We know now that mixA implements a simple sum, and mixB implements a square of the difference of the two arguments. The equations are now:
a + c = 0xE7DADED6 (a - b)^2 = 0x169322F'8663B090 (c - b)^2 = 0x141EF87'57407024
Take the square root of the second two equations gives us a new set to satisfy:
a + c = 0xE7DADED6 a - b = 0x1301520C c - b = 0x11F14BFA
Three equations and three unknowns; we easily solve:
a = 0x74757274 b = 0x61742068 c = 0x73656C62
Using an ascii table and noting little-endianness, we must enter:
0x74 == 't' 0x72 == 'r' 0x75 == 'u' 0x74 == 't' 0x68 == 'h' 0x20 == ' ' 0x74 == 't' 0x61 == 'a' 0x62 == 'b' 0x6C == 'l' 0x65 == 'e' 0x73 == 's'"truth tables" :)

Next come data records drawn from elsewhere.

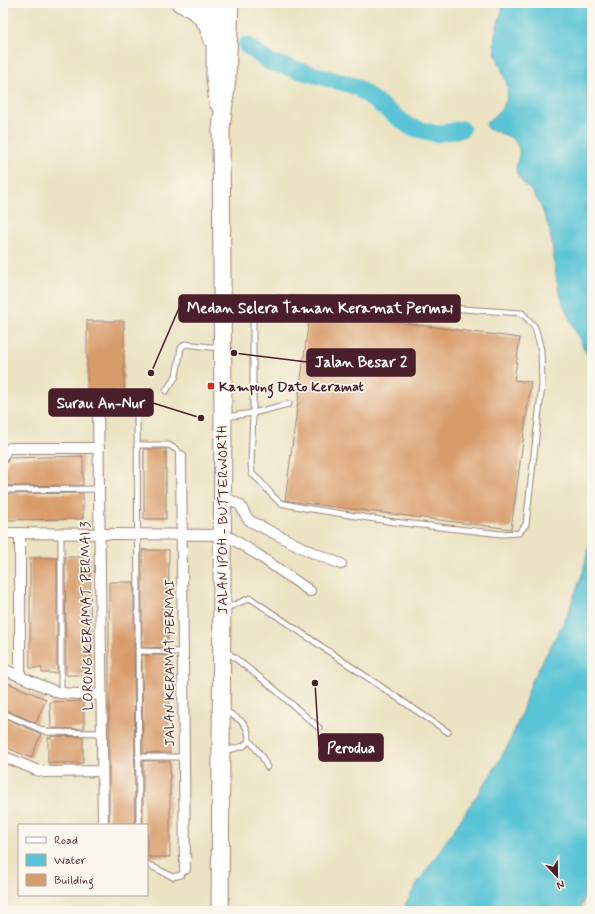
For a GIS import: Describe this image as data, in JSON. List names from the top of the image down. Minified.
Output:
{"streets":{"highway":["JALAN IPOH - BUTTERWORTH"],"street":["LORONG KERAMAT PERMAI 3","JALAN KERAMAT PERMAI"]},"places":{"other":["Jalan Besar 2","Medan Selera Taman Keramat Permai","Surau An-Nur","Perodua"],"transit":["Kampung Dato Keramat"]},"legend":["Road","Water","Building"],"north":"bottom"}
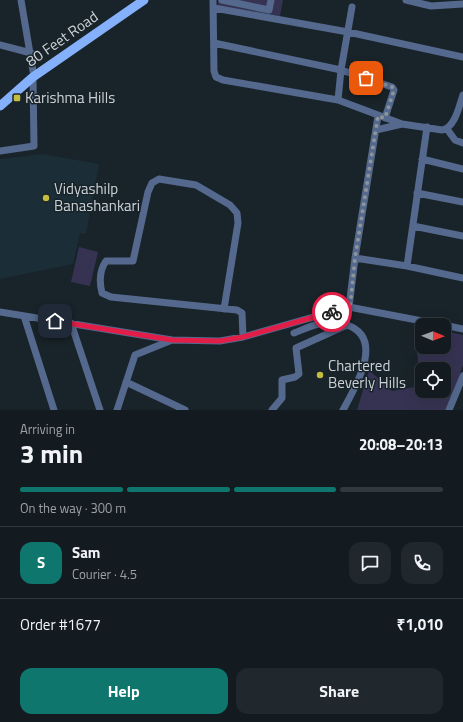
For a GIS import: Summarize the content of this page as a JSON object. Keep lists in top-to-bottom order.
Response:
{
  "streets": {
    "main road": ["80 Feet Road"]
  },
  "places": {
    "transit": ["Karishma Hills"],
    "other": ["Vidyashilp Banashankari", "Chartered Beverly Hills"]
  },
  "north": "right",
  "page": {
    "heading": ["3 min", "Arriving in", "20:08–20:13"],
    "panel": [
      "Sam",
      "Courier · 4.5",
      "Order #1677",
      "₹1,010"
    ],
    "bar": "On the way · 300 m",
    "round": "S",
    "buttons": ["Help", "Share"]
  }
}
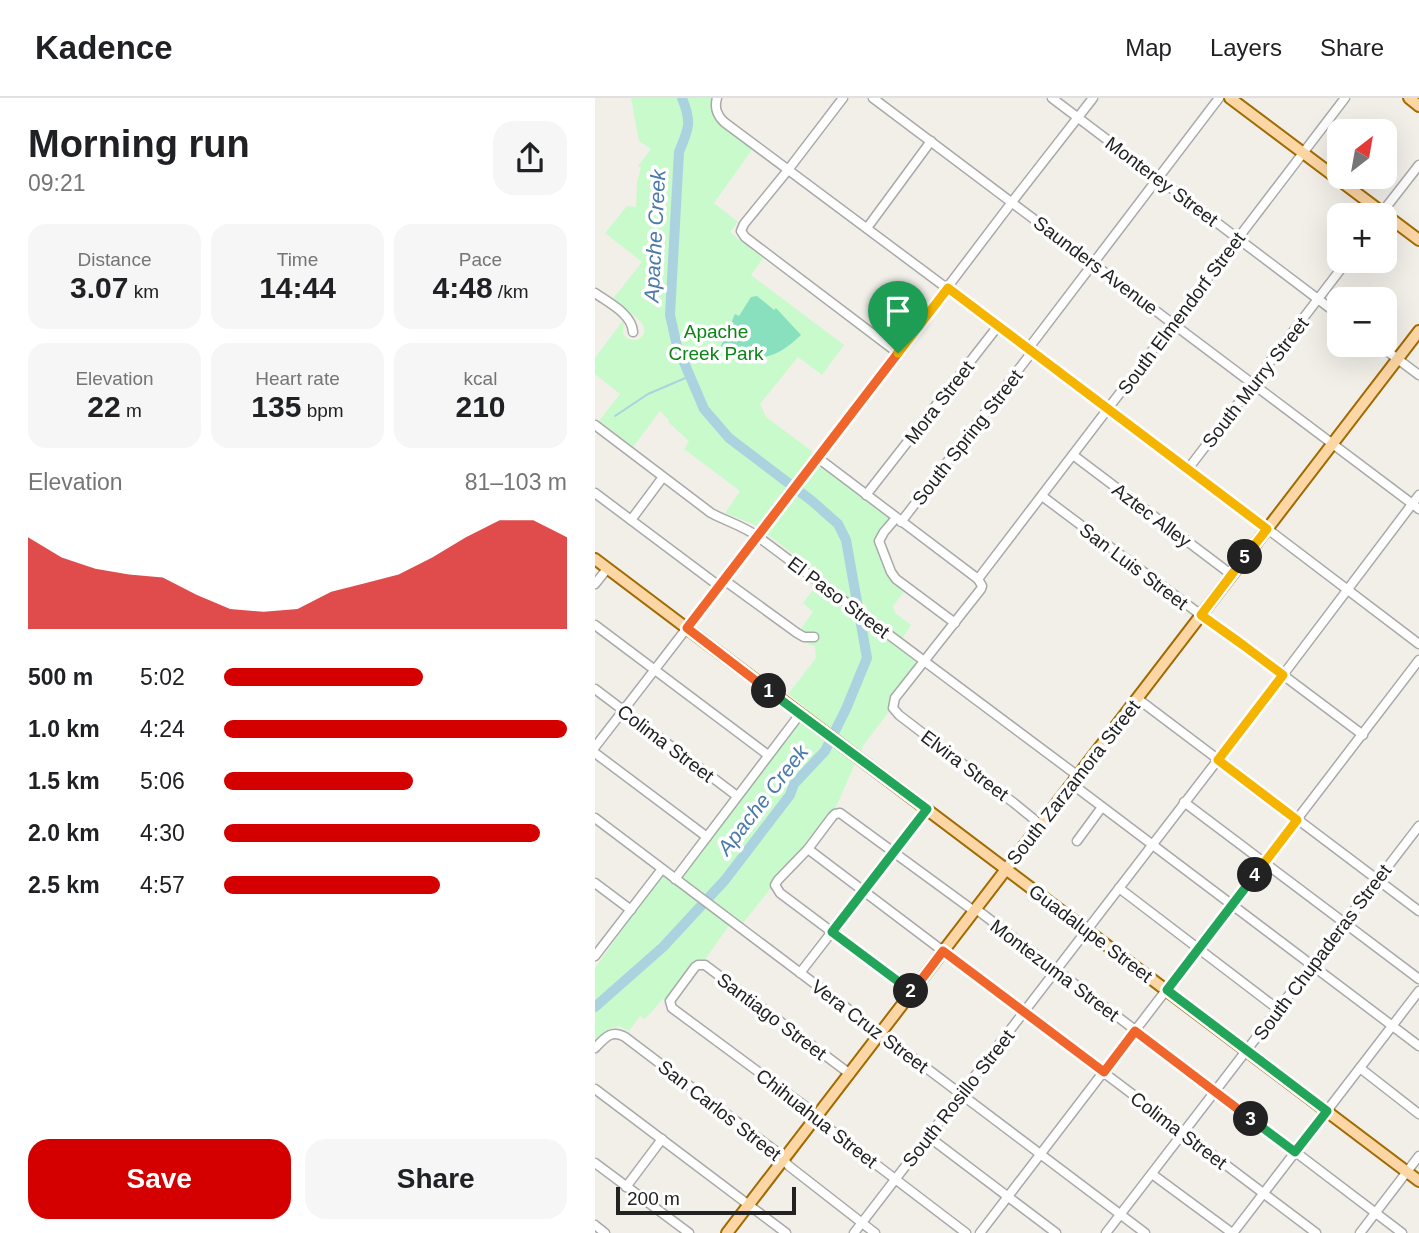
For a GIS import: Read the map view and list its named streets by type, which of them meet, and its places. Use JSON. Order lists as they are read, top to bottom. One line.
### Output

That was pretty neat, though truth tables alone couldn't help anyone here :) Imagine your CPU going through processes like this everytime you casually invoke the add or mul instruction!
Thank you DoomsDay for a fun original crackme! The code is very small and efficient.
Hello to E.L. and all crackmes.de ++Cyclops ++Numernia!!